For WPA-Personal the following kernel options must be enabled. You can use the scripts/config command from your Linux Kernel source tree to accomplish this:
scripts/config --enable CONFIG_CRYPTO_USER_API_SKCIPHER scripts/config --enable CONFIG_CRYPTO_USER_API_HASH scripts/config --enable CONFIG_CRYPTO_HMAC scripts/config --enable CONFIG_CRYPTO_CMAC scripts/config --enable CONFIG_CRYPTO_MD4 scripts/config --enable CONFIG_CRYPTO_MD5 scripts/config --enable CONFIG_CRYPTO_SHA256 scripts/config --enable CONFIG_CRYPTO_SHA512 scripts/config --enable CONFIG_CRYPTO_AES scripts/config --enable CONFIG_CRYPTO_ECB scripts/config --enable CONFIG_CRYPTO_ARC4 scripts/config --enable CONFIG_CRYPTO_DES scripts/config --enable CONFIG_CRYPTO_CBC
If you want to play with WPS support, then you also need:
scripts/config --enable CONFIG_KEY_DH_OPERATIONS
iwd must be started as root as it requires certain privileges to manage network interfaces, initiate wireless connections over NL80211 and run a service on the D-Bus system bus. If your distribution already packages iwd, please refer to your distribution's documentation on how the iwd service should be started. You can also skip to the next section. This HOWTO assumes that you have built iwd from source and want to use it from the build directory.

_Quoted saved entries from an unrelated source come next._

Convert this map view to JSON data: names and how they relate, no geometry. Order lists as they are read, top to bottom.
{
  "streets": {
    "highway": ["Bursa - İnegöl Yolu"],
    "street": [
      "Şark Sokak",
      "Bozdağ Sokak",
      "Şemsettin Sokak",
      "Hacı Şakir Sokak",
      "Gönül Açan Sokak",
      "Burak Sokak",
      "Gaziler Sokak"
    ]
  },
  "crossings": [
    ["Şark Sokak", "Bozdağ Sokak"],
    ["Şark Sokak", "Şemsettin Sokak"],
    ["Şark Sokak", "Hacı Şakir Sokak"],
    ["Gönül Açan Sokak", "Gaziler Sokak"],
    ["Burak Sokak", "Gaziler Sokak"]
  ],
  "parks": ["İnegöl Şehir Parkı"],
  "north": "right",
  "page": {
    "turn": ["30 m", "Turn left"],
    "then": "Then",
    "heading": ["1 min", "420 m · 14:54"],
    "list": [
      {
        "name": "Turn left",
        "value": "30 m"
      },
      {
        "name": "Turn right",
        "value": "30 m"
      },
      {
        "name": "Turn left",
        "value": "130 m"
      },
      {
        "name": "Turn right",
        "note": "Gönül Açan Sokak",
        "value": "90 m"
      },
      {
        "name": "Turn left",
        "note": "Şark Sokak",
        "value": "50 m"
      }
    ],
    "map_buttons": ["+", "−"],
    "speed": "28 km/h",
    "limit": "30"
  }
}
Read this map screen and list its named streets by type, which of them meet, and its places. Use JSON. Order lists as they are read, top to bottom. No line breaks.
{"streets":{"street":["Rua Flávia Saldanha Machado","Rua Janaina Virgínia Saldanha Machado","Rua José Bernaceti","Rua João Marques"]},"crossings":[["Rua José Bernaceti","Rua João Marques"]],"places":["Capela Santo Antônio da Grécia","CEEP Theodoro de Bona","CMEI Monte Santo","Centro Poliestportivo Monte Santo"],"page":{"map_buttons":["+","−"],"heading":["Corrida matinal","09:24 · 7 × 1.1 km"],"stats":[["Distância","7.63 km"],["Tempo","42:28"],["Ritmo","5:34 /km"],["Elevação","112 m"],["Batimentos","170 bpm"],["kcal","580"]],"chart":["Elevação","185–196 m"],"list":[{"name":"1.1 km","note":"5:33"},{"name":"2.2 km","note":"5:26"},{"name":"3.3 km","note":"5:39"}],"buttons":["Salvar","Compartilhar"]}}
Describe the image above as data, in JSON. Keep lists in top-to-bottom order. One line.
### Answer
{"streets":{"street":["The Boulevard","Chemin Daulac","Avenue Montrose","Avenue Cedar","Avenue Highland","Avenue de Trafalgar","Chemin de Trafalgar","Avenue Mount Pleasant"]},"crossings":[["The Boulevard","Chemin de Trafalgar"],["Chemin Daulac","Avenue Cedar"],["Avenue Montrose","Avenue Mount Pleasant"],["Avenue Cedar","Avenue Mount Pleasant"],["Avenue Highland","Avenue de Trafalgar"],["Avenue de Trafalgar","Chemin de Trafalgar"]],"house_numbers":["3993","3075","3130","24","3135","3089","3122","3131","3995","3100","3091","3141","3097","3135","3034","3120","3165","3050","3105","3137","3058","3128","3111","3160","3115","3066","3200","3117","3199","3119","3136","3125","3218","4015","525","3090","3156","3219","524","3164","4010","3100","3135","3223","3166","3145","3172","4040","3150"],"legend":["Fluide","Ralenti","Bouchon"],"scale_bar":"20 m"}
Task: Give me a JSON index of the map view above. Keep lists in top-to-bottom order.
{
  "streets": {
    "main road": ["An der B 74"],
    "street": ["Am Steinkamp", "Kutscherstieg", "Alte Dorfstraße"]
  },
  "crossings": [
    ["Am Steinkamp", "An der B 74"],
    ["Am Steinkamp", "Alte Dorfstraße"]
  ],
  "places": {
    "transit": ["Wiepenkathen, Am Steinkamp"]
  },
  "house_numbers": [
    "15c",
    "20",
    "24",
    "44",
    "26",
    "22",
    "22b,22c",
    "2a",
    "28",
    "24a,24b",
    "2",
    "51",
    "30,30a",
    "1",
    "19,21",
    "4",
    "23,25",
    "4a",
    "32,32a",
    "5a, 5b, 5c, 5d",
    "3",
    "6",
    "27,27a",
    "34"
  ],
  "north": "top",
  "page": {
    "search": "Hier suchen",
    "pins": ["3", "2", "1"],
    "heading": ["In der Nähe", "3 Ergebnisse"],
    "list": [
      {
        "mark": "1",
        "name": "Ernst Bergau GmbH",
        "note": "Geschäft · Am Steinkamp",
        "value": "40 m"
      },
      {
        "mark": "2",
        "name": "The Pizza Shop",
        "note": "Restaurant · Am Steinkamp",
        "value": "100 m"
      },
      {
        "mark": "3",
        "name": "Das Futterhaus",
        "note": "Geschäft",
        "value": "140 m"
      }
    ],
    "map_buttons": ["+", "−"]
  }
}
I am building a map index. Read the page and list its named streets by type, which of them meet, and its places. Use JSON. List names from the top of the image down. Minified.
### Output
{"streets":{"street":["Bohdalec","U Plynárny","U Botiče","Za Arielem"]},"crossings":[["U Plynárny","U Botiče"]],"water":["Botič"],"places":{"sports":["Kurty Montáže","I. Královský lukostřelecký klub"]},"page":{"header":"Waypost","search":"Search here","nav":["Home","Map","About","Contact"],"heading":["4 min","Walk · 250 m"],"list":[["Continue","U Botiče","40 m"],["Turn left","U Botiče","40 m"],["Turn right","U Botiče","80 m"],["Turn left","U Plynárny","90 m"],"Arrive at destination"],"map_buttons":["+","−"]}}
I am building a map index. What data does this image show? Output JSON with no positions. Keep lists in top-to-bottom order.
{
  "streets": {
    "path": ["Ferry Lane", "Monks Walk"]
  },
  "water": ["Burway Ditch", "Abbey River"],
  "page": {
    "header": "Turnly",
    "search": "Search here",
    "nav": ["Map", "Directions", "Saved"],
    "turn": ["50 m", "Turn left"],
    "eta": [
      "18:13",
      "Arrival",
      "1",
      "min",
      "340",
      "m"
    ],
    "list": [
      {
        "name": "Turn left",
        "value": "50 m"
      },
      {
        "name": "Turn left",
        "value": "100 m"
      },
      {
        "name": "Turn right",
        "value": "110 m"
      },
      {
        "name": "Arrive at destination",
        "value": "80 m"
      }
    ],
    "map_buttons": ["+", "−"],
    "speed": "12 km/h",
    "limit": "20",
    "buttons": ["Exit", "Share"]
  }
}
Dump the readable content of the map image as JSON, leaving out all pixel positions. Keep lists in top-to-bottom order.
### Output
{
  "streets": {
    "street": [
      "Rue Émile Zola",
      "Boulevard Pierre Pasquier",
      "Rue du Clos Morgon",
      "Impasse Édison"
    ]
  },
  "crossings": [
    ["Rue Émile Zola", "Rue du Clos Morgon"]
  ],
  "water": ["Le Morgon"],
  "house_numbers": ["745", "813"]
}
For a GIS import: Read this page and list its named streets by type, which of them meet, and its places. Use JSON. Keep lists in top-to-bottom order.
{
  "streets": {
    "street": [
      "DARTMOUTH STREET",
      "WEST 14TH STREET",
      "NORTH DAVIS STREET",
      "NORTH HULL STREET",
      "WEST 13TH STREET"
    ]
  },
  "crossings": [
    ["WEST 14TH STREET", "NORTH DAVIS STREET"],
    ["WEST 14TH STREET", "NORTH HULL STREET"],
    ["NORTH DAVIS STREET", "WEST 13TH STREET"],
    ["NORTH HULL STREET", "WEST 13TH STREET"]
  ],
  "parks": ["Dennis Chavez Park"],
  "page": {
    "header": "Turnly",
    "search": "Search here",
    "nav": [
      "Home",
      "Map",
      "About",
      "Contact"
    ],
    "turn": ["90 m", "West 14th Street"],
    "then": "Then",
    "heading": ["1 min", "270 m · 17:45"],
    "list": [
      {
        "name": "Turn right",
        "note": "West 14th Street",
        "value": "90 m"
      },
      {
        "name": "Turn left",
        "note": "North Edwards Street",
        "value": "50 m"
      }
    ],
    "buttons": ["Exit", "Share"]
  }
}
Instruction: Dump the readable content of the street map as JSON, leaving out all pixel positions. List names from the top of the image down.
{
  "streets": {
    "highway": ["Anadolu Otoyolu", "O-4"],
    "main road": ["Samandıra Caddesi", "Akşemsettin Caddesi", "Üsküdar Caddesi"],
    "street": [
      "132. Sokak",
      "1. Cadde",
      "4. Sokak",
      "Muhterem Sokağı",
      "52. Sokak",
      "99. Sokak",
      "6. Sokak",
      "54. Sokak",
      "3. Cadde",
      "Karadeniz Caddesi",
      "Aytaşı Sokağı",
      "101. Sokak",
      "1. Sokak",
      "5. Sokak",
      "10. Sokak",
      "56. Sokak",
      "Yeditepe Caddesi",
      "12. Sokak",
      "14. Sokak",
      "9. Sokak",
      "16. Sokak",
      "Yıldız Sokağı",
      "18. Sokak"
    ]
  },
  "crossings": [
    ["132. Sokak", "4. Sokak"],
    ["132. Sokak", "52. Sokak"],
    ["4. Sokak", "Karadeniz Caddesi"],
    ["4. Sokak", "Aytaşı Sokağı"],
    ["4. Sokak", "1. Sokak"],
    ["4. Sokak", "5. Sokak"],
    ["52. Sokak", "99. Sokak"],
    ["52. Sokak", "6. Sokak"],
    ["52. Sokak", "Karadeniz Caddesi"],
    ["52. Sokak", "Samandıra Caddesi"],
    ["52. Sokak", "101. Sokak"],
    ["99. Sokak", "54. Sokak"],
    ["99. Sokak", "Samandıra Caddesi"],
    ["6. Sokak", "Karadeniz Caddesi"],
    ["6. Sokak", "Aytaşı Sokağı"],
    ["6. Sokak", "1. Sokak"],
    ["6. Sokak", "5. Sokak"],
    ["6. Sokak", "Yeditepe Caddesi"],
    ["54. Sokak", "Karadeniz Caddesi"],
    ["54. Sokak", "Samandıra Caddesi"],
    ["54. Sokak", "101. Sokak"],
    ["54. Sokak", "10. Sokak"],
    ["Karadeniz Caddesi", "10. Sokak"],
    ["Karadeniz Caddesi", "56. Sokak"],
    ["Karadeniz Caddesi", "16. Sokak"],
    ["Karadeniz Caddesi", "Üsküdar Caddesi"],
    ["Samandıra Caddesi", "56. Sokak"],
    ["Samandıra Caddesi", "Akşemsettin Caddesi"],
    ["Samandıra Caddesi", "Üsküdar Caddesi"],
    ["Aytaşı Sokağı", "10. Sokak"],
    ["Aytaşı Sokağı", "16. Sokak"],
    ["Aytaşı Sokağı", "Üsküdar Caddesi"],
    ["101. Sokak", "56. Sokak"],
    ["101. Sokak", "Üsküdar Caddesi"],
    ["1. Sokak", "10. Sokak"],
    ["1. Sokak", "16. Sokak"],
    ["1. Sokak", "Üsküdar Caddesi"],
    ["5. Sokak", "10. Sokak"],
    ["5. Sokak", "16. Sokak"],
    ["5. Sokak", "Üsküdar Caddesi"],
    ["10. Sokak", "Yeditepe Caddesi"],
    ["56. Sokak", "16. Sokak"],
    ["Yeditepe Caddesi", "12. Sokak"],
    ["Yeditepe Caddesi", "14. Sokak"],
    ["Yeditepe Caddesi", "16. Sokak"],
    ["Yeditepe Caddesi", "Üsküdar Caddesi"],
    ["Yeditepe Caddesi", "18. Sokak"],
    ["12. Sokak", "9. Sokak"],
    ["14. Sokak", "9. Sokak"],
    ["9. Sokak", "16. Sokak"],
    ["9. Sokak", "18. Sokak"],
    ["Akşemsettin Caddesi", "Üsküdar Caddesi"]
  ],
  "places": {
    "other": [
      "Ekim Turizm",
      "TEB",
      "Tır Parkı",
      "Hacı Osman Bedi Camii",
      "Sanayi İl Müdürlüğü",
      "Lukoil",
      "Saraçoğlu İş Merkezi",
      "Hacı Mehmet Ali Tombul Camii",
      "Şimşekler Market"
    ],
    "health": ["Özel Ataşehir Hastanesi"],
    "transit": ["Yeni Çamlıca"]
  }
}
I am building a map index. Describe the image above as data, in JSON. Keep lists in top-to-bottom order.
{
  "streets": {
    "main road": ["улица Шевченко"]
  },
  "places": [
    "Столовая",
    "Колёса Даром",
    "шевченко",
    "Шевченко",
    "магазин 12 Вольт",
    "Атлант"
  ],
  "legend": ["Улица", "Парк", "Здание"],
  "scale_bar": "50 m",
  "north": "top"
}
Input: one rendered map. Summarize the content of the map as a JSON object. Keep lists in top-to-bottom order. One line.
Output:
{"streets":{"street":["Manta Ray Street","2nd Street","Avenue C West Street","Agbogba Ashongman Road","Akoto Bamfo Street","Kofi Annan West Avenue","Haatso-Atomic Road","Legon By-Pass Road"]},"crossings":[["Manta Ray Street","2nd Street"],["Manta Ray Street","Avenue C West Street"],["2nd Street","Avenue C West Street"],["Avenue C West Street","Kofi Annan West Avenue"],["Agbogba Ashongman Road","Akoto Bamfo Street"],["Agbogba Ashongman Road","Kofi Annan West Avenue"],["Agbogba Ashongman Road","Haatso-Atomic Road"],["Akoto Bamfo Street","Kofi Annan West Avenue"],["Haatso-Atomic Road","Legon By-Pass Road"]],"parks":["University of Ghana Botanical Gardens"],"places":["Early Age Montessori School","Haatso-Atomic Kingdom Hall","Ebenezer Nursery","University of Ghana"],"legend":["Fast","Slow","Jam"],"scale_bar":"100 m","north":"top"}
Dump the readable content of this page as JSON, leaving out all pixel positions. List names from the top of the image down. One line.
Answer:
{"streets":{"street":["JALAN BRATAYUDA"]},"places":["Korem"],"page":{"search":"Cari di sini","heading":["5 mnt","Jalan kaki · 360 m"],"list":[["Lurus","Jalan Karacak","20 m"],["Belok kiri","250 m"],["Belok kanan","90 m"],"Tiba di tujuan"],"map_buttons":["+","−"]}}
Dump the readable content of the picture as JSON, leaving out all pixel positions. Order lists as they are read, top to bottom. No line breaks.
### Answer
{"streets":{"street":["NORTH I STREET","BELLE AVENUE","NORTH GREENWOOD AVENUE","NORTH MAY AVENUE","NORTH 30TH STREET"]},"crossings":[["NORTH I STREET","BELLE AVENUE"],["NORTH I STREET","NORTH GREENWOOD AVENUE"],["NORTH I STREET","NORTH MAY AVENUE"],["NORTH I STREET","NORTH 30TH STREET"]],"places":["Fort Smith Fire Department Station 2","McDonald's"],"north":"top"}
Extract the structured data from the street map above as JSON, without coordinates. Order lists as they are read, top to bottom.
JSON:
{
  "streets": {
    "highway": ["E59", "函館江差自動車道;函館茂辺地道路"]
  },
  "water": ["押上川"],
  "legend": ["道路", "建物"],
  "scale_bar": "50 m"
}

First a quick recap of iwd command line options:
denkenz@iwd-test ~/iwd $ src/iwd --help iwd - Wireless daemon Usage: iwd [options] Options: -B, --dbus-debug Enable D-Bus debugging -i, --interfaces Interfaces to manage -I, --nointerfaces Interfaces to ignore -p, --phys Phys to manage -P, --nophys Phys to ignore -c, --config Configuration directory to use -l, --plugin Plugins to include -L, --noplugin Plugins to exclude -h, --help Show help options
You can use '–nointerfaces' or '–nophys' options to blacklist certain WiFi phys or interfaces from being managed by iwd. E.g. if they already might be managed by another process.
To start iwd, simply issue the following command:
denkenz@iwd-test ~/iwd $ sudo src/iwd
If your kernel is configured correctly, your iwd service should now be running. If iwd fails to start, pay attention to which kernel configuration are missing from your kernel and address those missing options first.